Using only the records, tally the lines with "Mountain" in them and state that total by itself.
-------- Records for this exercise --------
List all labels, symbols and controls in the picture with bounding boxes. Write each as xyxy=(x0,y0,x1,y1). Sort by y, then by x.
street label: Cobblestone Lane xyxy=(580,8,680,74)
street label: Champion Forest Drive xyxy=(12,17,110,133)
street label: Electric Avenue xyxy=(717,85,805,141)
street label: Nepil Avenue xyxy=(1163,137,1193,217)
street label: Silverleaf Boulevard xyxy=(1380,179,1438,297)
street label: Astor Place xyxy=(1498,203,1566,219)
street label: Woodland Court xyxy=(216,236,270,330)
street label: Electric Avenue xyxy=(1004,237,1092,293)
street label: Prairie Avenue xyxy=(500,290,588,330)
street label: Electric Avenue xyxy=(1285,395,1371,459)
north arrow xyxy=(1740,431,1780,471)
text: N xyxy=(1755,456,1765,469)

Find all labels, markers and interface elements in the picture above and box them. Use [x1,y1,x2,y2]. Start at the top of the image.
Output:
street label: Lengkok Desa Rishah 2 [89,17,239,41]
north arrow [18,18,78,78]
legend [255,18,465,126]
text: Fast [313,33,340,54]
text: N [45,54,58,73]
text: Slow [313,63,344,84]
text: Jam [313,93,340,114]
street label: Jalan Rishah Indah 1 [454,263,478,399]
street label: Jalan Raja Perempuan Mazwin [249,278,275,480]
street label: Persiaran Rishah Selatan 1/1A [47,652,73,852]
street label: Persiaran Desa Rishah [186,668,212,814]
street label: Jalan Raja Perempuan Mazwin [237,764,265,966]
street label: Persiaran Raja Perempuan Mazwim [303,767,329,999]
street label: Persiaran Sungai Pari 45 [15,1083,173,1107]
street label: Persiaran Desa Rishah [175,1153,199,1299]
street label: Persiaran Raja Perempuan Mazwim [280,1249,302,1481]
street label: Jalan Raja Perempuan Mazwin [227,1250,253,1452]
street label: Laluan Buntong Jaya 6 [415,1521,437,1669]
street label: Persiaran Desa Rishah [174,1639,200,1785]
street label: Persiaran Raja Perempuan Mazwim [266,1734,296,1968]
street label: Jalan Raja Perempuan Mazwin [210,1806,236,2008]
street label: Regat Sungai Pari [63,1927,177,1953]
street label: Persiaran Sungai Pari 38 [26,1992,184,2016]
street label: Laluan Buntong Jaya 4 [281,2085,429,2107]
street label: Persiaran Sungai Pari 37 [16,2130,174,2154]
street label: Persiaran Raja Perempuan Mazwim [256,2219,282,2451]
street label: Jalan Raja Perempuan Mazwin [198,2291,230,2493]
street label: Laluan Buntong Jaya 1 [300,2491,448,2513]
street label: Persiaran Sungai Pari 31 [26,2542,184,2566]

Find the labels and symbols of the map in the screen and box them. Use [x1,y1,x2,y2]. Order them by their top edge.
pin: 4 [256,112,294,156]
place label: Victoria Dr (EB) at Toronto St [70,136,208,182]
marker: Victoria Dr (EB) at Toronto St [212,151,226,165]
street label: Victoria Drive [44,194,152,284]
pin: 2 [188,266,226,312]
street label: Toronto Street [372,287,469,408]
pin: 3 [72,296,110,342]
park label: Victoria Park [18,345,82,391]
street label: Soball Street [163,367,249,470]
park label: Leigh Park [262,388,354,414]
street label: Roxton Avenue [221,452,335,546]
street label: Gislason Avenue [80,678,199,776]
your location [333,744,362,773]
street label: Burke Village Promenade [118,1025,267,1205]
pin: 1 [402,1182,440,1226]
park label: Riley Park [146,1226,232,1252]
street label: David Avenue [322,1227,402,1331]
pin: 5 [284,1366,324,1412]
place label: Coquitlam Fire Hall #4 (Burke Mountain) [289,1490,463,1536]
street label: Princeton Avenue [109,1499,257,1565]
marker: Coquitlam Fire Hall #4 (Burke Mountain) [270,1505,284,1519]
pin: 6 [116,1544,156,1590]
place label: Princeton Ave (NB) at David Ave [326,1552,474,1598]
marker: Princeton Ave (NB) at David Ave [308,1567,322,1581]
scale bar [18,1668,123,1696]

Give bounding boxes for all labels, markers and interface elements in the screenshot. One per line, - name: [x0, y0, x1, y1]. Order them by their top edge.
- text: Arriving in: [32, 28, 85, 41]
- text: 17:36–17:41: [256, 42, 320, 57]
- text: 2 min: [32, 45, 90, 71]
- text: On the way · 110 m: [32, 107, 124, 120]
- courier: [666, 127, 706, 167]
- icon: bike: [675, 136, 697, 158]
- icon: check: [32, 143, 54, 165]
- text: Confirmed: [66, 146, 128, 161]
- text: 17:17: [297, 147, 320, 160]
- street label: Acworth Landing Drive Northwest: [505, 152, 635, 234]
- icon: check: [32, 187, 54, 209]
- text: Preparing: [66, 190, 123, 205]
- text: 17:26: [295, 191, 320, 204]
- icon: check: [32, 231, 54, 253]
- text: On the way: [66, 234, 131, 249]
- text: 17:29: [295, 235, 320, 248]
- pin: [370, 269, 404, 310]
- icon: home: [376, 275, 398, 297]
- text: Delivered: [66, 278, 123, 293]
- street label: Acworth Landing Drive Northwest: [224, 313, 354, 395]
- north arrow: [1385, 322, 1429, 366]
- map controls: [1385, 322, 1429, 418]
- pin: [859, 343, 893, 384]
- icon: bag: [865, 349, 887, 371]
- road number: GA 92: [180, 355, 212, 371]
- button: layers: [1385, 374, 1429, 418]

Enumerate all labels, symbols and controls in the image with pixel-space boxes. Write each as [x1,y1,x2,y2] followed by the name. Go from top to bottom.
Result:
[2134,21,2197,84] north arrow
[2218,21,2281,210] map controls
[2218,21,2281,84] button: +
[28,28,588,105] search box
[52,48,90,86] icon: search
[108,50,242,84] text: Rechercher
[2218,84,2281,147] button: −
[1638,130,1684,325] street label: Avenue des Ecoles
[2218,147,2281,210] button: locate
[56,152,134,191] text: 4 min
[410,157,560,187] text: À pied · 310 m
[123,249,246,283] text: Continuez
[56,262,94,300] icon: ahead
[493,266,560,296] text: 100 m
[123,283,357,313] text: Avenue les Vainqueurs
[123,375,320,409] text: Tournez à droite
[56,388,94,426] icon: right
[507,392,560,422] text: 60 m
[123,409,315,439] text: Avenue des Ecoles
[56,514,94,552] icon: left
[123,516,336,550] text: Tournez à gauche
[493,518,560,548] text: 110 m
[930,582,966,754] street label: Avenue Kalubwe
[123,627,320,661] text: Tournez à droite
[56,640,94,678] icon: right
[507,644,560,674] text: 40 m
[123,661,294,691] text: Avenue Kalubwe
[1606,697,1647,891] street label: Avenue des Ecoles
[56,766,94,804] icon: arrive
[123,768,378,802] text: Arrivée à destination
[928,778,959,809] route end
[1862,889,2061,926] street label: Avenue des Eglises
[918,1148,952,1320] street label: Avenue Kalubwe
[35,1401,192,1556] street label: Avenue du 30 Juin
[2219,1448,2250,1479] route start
--------
→ **Solution to this problem**: 2